§ **Exercise description**: Give back every record word for word, but keep the pictures out.

§ **Data excerpts**:

►

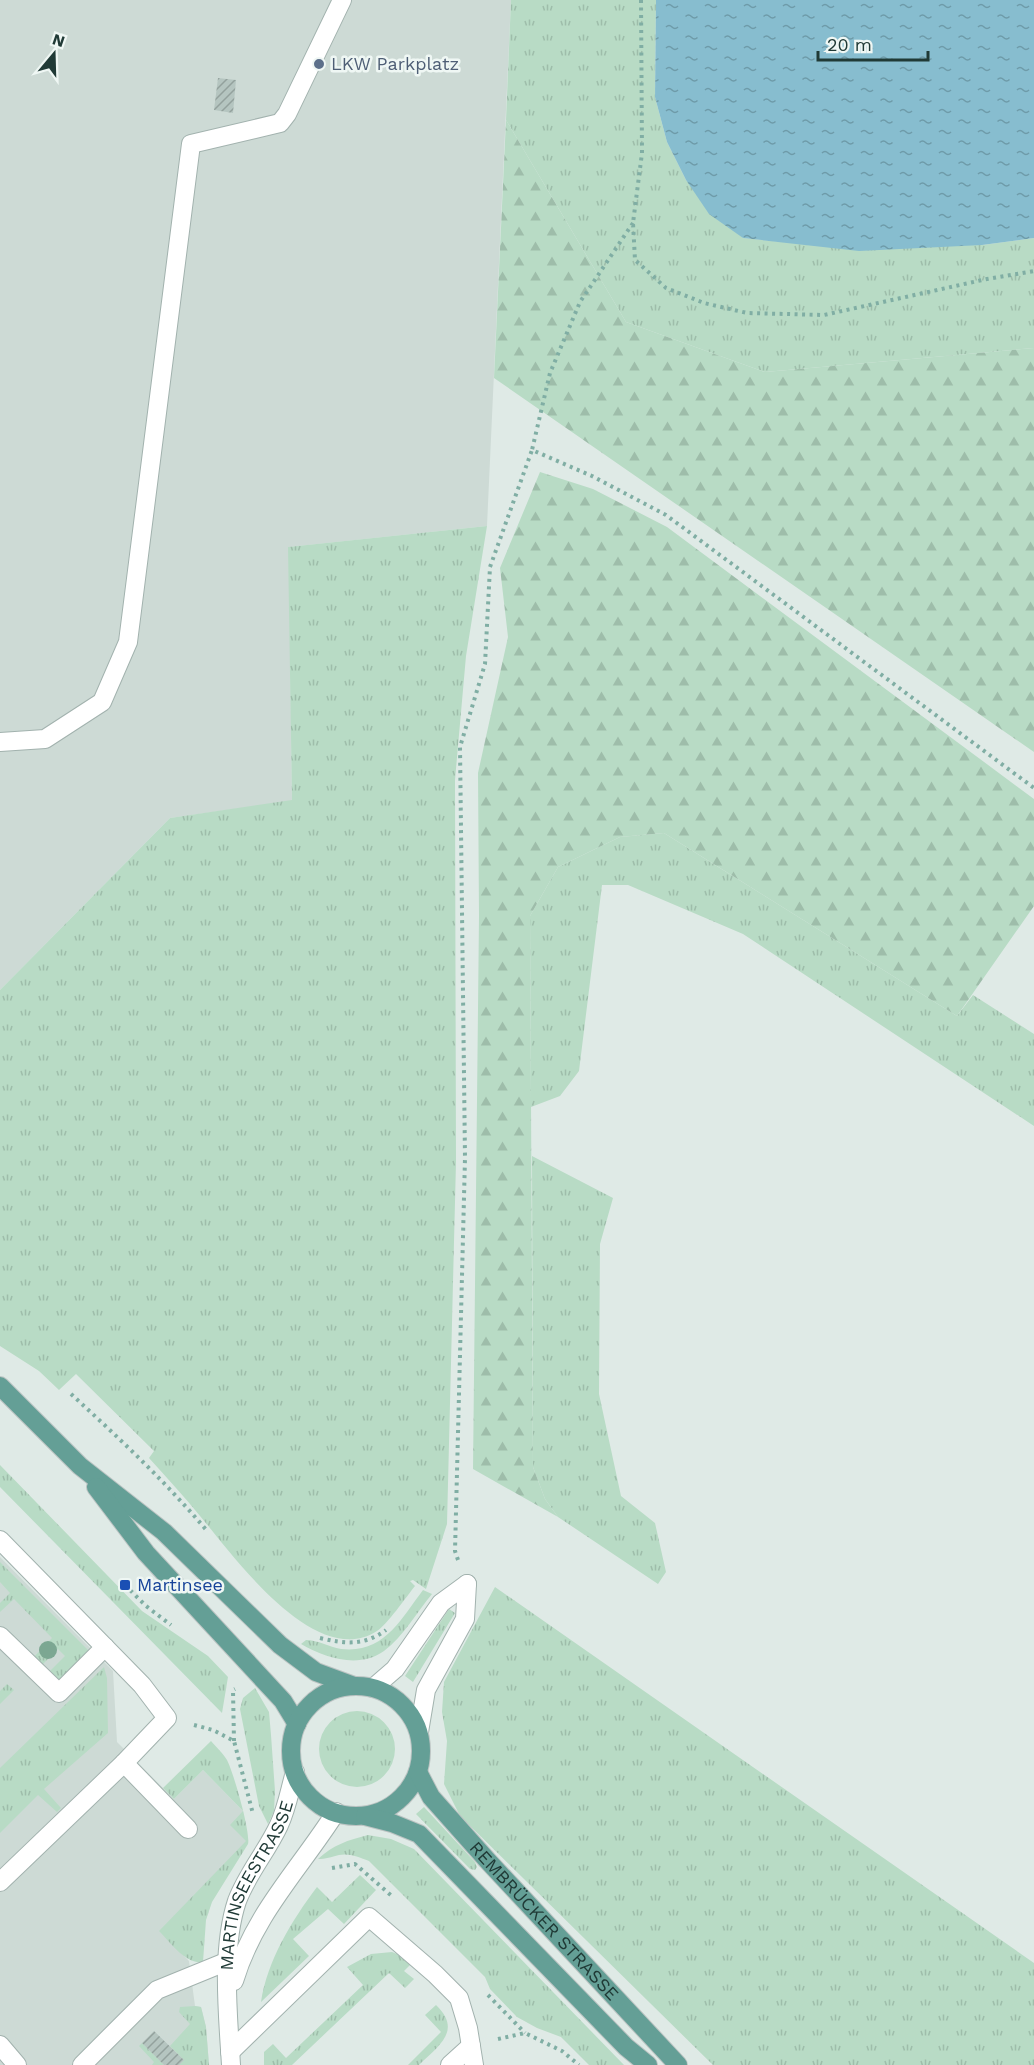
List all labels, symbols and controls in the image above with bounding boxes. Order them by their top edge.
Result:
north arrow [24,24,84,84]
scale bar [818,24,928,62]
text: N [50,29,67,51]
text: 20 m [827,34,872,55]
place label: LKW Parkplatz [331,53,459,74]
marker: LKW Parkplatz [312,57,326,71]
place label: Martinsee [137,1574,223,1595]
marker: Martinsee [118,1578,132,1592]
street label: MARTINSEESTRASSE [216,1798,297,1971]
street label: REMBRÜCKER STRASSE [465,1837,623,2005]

◄

§ **Output of the task**:
List all labels, symbols and controls in the image above with bounding boxes. Order them by their top edge.
Result:
north arrow [24,24,84,84]
scale bar [818,24,928,62]
text: N [50,29,67,51]
text: 20 m [827,34,872,55]
place label: LKW Parkplatz [331,53,459,74]
marker: LKW Parkplatz [312,57,326,71]
place label: Martinsee [137,1574,223,1595]
marker: Martinsee [118,1578,132,1592]
street label: MARTINSEESTRASSE [216,1798,297,1971]
street label: REMBRÜCKER STRASSE [465,1837,623,2005]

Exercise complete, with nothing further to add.